[Opening RECORDS TO USE section]
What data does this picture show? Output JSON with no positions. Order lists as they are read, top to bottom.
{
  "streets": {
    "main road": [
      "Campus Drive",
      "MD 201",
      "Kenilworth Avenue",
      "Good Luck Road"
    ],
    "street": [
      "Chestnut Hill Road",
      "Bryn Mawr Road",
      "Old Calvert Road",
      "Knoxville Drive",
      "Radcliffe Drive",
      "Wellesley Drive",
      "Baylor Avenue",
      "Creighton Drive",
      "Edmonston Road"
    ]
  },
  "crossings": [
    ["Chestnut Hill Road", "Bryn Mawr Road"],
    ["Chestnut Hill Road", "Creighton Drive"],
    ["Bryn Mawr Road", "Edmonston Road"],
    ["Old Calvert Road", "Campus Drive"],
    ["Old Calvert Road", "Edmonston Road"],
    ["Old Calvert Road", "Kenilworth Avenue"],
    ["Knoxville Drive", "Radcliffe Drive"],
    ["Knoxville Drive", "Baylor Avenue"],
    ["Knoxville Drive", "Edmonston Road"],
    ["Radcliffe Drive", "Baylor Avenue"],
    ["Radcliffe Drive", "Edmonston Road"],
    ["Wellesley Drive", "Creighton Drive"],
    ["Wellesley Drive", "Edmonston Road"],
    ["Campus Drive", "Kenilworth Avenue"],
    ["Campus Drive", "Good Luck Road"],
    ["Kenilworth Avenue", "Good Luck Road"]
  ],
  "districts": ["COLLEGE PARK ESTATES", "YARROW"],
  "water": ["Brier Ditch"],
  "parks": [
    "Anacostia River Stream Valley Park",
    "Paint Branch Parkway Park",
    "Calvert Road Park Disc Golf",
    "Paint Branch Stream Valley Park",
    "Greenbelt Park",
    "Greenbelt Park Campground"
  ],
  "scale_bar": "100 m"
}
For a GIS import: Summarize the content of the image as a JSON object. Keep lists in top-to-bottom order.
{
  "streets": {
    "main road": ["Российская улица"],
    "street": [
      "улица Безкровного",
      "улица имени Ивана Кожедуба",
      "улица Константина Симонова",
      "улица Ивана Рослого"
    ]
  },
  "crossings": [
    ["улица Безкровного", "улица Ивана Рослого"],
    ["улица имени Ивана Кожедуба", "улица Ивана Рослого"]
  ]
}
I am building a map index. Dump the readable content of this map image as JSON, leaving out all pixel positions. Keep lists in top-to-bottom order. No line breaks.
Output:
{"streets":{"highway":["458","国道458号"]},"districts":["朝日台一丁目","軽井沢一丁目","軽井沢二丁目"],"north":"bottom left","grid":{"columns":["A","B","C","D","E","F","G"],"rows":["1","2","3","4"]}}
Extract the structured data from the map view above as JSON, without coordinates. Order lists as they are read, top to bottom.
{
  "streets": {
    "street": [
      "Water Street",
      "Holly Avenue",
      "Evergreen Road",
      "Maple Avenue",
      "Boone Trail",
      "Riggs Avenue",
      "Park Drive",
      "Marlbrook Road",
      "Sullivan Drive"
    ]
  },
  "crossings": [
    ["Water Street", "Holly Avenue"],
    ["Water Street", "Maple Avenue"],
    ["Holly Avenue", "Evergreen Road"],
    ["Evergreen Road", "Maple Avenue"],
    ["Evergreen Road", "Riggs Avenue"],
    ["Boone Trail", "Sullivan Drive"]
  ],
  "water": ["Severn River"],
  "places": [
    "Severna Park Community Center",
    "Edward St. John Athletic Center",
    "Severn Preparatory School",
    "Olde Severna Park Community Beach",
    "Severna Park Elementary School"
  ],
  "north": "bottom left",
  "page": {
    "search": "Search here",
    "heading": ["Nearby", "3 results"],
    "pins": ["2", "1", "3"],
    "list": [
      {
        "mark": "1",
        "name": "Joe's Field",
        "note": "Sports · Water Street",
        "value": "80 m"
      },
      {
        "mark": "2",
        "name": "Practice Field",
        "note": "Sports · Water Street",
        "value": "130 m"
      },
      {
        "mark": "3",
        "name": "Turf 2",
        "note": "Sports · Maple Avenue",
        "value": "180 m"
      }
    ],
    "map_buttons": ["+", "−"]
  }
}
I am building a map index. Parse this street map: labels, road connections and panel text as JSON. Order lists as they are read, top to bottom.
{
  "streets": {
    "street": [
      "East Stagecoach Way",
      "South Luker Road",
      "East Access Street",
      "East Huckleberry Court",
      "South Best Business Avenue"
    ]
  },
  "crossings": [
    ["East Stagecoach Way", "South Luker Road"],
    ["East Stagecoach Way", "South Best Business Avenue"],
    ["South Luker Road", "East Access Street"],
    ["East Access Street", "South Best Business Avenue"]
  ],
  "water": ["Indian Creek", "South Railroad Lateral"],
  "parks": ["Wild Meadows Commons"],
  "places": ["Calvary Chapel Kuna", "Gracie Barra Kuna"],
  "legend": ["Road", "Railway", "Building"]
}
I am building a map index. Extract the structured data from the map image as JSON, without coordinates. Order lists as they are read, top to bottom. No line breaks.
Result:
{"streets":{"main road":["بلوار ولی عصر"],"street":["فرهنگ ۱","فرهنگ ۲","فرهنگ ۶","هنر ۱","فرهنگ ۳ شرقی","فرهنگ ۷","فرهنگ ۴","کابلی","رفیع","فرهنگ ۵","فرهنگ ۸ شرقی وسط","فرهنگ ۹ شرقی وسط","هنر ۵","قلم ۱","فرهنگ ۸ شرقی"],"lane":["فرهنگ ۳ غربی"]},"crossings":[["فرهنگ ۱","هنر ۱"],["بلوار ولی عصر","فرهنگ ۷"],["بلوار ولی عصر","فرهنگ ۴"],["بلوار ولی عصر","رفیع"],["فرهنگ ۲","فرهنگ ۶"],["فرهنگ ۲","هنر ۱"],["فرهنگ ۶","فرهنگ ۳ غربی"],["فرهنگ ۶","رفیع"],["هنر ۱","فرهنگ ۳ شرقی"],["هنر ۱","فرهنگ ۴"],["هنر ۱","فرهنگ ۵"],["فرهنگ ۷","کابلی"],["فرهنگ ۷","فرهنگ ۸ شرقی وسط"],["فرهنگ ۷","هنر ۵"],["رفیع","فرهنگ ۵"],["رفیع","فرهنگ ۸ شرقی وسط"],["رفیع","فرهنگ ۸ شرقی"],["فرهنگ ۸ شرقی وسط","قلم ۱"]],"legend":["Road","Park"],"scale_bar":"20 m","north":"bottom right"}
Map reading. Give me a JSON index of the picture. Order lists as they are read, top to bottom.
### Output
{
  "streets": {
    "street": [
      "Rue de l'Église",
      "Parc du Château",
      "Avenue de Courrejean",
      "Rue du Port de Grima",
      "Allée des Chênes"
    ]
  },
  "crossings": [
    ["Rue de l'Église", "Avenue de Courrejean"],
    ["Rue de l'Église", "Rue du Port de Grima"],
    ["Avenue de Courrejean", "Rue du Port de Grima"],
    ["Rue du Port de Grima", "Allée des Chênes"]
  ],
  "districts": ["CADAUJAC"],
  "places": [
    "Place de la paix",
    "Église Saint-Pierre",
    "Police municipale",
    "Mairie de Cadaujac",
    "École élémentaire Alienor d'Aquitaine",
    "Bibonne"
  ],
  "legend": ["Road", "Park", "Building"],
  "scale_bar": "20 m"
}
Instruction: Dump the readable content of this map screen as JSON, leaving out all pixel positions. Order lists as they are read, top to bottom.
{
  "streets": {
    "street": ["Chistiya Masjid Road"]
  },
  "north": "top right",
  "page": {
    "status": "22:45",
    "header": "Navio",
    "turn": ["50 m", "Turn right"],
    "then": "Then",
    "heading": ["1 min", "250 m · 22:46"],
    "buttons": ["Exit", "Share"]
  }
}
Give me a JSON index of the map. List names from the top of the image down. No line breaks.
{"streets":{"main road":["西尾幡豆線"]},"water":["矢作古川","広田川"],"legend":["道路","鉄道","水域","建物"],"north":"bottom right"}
[Closing RECORDS TO USE section]
Working through the records above, copy each one exactly.

What data does this picture show? Output JSON with no positions. Order lists as they are read, top to bottom.
{
  "streets": {
    "main road": [
      "Campus Drive",
      "MD 201",
      "Kenilworth Avenue",
      "Good Luck Road"
    ],
    "street": [
      "Chestnut Hill Road",
      "Bryn Mawr Road",
      "Old Calvert Road",
      "Knoxville Drive",
      "Radcliffe Drive",
      "Wellesley Drive",
      "Baylor Avenue",
      "Creighton Drive",
      "Edmonston Road"
    ]
  },
  "crossings": [
    ["Chestnut Hill Road", "Bryn Mawr Road"],
    ["Chestnut Hill Road", "Creighton Drive"],
    ["Bryn Mawr Road", "Edmonston Road"],
    ["Old Calvert Road", "Campus Drive"],
    ["Old Calvert Road", "Edmonston Road"],
    ["Old Calvert Road", "Kenilworth Avenue"],
    ["Knoxville Drive", "Radcliffe Drive"],
    ["Knoxville Drive", "Baylor Avenue"],
    ["Knoxville Drive", "Edmonston Road"],
    ["Radcliffe Drive", "Baylor Avenue"],
    ["Radcliffe Drive", "Edmonston Road"],
    ["Wellesley Drive", "Creighton Drive"],
    ["Wellesley Drive", "Edmonston Road"],
    ["Campus Drive", "Kenilworth Avenue"],
    ["Campus Drive", "Good Luck Road"],
    ["Kenilworth Avenue", "Good Luck Road"]
  ],
  "districts": ["COLLEGE PARK ESTATES", "YARROW"],
  "water": ["Brier Ditch"],
  "parks": [
    "Anacostia River Stream Valley Park",
    "Paint Branch Parkway Park",
    "Calvert Road Park Disc Golf",
    "Paint Branch Stream Valley Park",
    "Greenbelt Park",
    "Greenbelt Park Campground"
  ],
  "scale_bar": "100 m"
}
For a GIS import: Summarize the content of the image as a JSON object. Keep lists in top-to-bottom order.
{
  "streets": {
    "main road": ["Российская улица"],
    "street": [
      "улица Безкровного",
      "улица имени Ивана Кожедуба",
      "улица Константина Симонова",
      "улица Ивана Рослого"
    ]
  },
  "crossings": [
    ["улица Безкровного", "улица Ивана Рослого"],
    ["улица имени Ивана Кожедуба", "улица Ивана Рослого"]
  ]
}
I am building a map index. Dump the readable content of this map image as JSON, leaving out all pixel positions. Keep lists in top-to-bottom order. No line breaks.
Output:
{"streets":{"highway":["458","国道458号"]},"districts":["朝日台一丁目","軽井沢一丁目","軽井沢二丁目"],"north":"bottom left","grid":{"columns":["A","B","C","D","E","F","G"],"rows":["1","2","3","4"]}}
Extract the structured data from the map view above as JSON, without coordinates. Order lists as they are read, top to bottom.
{
  "streets": {
    "street": [
      "Water Street",
      "Holly Avenue",
      "Evergreen Road",
      "Maple Avenue",
      "Boone Trail",
      "Riggs Avenue",
      "Park Drive",
      "Marlbrook Road",
      "Sullivan Drive"
    ]
  },
  "crossings": [
    ["Water Street", "Holly Avenue"],
    ["Water Street", "Maple Avenue"],
    ["Holly Avenue", "Evergreen Road"],
    ["Evergreen Road", "Maple Avenue"],
    ["Evergreen Road", "Riggs Avenue"],
    ["Boone Trail", "Sullivan Drive"]
  ],
  "water": ["Severn River"],
  "places": [
    "Severna Park Community Center",
    "Edward St. John Athletic Center",
    "Severn Preparatory School",
    "Olde Severna Park Community Beach",
    "Severna Park Elementary School"
  ],
  "north": "bottom left",
  "page": {
    "search": "Search here",
    "heading": ["Nearby", "3 results"],
    "pins": ["2", "1", "3"],
    "list": [
      {
        "mark": "1",
        "name": "Joe's Field",
        "note": "Sports · Water Street",
        "value": "80 m"
      },
      {
        "mark": "2",
        "name": "Practice Field",
        "note": "Sports · Water Street",
        "value": "130 m"
      },
      {
        "mark": "3",
        "name": "Turf 2",
        "note": "Sports · Maple Avenue",
        "value": "180 m"
      }
    ],
    "map_buttons": ["+", "−"]
  }
}
I am building a map index. Parse this street map: labels, road connections and panel text as JSON. Order lists as they are read, top to bottom.
{
  "streets": {
    "street": [
      "East Stagecoach Way",
      "South Luker Road",
      "East Access Street",
      "East Huckleberry Court",
      "South Best Business Avenue"
    ]
  },
  "crossings": [
    ["East Stagecoach Way", "South Luker Road"],
    ["East Stagecoach Way", "South Best Business Avenue"],
    ["South Luker Road", "East Access Street"],
    ["East Access Street", "South Best Business Avenue"]
  ],
  "water": ["Indian Creek", "South Railroad Lateral"],
  "parks": ["Wild Meadows Commons"],
  "places": ["Calvary Chapel Kuna", "Gracie Barra Kuna"],
  "legend": ["Road", "Railway", "Building"]
}
I am building a map index. Extract the structured data from the map image as JSON, without coordinates. Order lists as they are read, top to bottom. No line breaks.
Result:
{"streets":{"main road":["بلوار ولی عصر"],"street":["فرهنگ ۱","فرهنگ ۲","فرهنگ ۶","هنر ۱","فرهنگ ۳ شرقی","فرهنگ ۷","فرهنگ ۴","کابلی","رفیع","فرهنگ ۵","فرهنگ ۸ شرقی وسط","فرهنگ ۹ شرقی وسط","هنر ۵","قلم ۱","فرهنگ ۸ شرقی"],"lane":["فرهنگ ۳ غربی"]},"crossings":[["فرهنگ ۱","هنر ۱"],["بلوار ولی عصر","فرهنگ ۷"],["بلوار ولی عصر","فرهنگ ۴"],["بلوار ولی عصر","رفیع"],["فرهنگ ۲","فرهنگ ۶"],["فرهنگ ۲","هنر ۱"],["فرهنگ ۶","فرهنگ ۳ غربی"],["فرهنگ ۶","رفیع"],["هنر ۱","فرهنگ ۳ شرقی"],["هنر ۱","فرهنگ ۴"],["هنر ۱","فرهنگ ۵"],["فرهنگ ۷","کابلی"],["فرهنگ ۷","فرهنگ ۸ شرقی وسط"],["فرهنگ ۷","هنر ۵"],["رفیع","فرهنگ ۵"],["رفیع","فرهنگ ۸ شرقی وسط"],["رفیع","فرهنگ ۸ شرقی"],["فرهنگ ۸ شرقی وسط","قلم ۱"]],"legend":["Road","Park"],"scale_bar":"20 m","north":"bottom right"}
Map reading. Give me a JSON index of the picture. Order lists as they are read, top to bottom.
### Output
{
  "streets": {
    "street": [
      "Rue de l'Église",
      "Parc du Château",
      "Avenue de Courrejean",
      "Rue du Port de Grima",
      "Allée des Chênes"
    ]
  },
  "crossings": [
    ["Rue de l'Église", "Avenue de Courrejean"],
    ["Rue de l'Église", "Rue du Port de Grima"],
    ["Avenue de Courrejean", "Rue du Port de Grima"],
    ["Rue du Port de Grima", "Allée des Chênes"]
  ],
  "districts": ["CADAUJAC"],
  "places": [
    "Place de la paix",
    "Église Saint-Pierre",
    "Police municipale",
    "Mairie de Cadaujac",
    "École élémentaire Alienor d'Aquitaine",
    "Bibonne"
  ],
  "legend": ["Road", "Park", "Building"],
  "scale_bar": "20 m"
}
Instruction: Dump the readable content of this map screen as JSON, leaving out all pixel positions. Order lists as they are read, top to bottom.
{
  "streets": {
    "street": ["Chistiya Masjid Road"]
  },
  "north": "top right",
  "page": {
    "status": "22:45",
    "header": "Navio",
    "turn": ["50 m", "Turn right"],
    "then": "Then",
    "heading": ["1 min", "250 m · 22:46"],
    "buttons": ["Exit", "Share"]
  }
}
Give me a JSON index of the map. List names from the top of the image down. No line breaks.
{"streets":{"main road":["西尾幡豆線"]},"water":["矢作古川","広田川"],"legend":["道路","鉄道","水域","建物"],"north":"bottom right"}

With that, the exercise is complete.